A judgement rendered on a default is an appropriate basis for the defense. Milgrim v. DeLuca, 195 Conn. 191, 196, 487 A.2d 522 (1985); see Mac's Car City, Inc. v. American National Bank, 40 Conn. Sup. 467, 469-70, 515 A.2d 382 (1986, Wagner, J.), aff'd on other grounds, 205 Conn. 255, 532 A.2d 1302 (1987). For a recent discussion of the preclusive effect of a default judgment, see Jackson v. R.G. Whipple, Inc., 225 Conn. 705, 717, 627 A.2d 374 (1993). A dismissal of a civil action for failure to prosecute with reasonable diligence pursuant to P.B. § 251, has no preclusive effect. "Such a dismissal does not preclude a litigant from commencing another action on the same claim" under the accidental failure of suit statute Morrelli v. Manpower, 29 Conn. App. 132, 137-38, 612 A.2d 822 (1992).
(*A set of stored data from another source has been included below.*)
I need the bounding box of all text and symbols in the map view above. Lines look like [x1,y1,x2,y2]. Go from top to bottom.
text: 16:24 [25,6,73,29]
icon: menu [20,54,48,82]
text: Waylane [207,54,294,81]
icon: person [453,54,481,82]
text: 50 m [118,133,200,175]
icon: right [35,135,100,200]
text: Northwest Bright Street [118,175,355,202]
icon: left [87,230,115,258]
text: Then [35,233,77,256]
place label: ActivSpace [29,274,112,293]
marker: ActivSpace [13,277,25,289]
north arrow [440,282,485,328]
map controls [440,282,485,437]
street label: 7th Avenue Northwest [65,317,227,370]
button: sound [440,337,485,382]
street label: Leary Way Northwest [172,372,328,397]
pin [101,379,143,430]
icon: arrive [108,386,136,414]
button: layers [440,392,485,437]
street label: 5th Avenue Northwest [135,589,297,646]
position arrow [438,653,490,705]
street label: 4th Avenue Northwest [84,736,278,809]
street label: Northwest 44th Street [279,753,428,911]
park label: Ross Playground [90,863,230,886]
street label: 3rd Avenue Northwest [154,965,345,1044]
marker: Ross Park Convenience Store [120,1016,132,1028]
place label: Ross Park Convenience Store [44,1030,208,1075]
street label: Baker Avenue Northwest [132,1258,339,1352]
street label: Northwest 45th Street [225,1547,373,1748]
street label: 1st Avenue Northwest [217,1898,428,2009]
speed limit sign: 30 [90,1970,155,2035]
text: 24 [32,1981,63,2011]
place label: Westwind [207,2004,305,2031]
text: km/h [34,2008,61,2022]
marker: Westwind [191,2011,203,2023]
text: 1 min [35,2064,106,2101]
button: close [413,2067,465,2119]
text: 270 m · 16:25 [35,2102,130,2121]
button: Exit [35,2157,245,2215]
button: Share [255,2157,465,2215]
A decision concerning an application to quash an administrative subpoena is a judgment on the merits; and hence subsequent applications may be barred by the doctrine of res judicata. Legassey v. Shulansky, supra, 28 Conn. App. 658. Similarly, the principles of res judicata also apply to arbitration proceedings, reflecting the confidence shared by the legislature and our courts that arbitrators have the competence to decide complex issues of law and fact. Genovese v. Gallo Wine Merchants, Inc., 226 Conn. 475, 478, 628 A.2d 946 (1993).

A dismissal of criminal charges or a criminal judgment based on a plea of nolo contendre or plea of guilty have no preclusive effect in a subsequent civil action. Rawling v. New Haven, 206 Conn. 100, 111, 537 A.2d 439 (1988). "A summary process action . . . can have no res judicata effect in a subsequent action for damages between the same parties."Carnese v. Middleton, 27 Conn. A. 530, 535, 608 A.2d 700 (1992). It is the judgment of the trial court, if affirmed, which constitutes the final judgment, not the decision of the Supreme Court. Beccia v. Waterbury, 192 Conn. 127, 132, 470 A.2d 1202 (1984) (Supreme Court decisions are not final judgments).

"Connecticut's res judicata rules are derived from the theory of merger and the transactional test set out in the Restatement (Second) of Judgments." Legassey v. Shulansky, supra, 28 Conn. App. 656, citing Dunham v. Dunham, 221 Conn. 384, 390-91 n. 10, 604 A.2d 347 (1992); Vakalis v. Kagan, 18 Conn. App. 363, 557 A.2d 1285 (1989). Merger is the extinguishing of the plaintiff's original claims through the rendering of final judgment. Legassey v. Shulansky, supra. "When the plaintiff recovers a valid and final personal judgment, his original claim is extinguished and rights upon the judgment are substituted for it. The plaintiff's original claim is said to be merged in the judgment." (Internal quotation marks omitted.) Id., quoting 1 Restatement (Second) Judgments § 518.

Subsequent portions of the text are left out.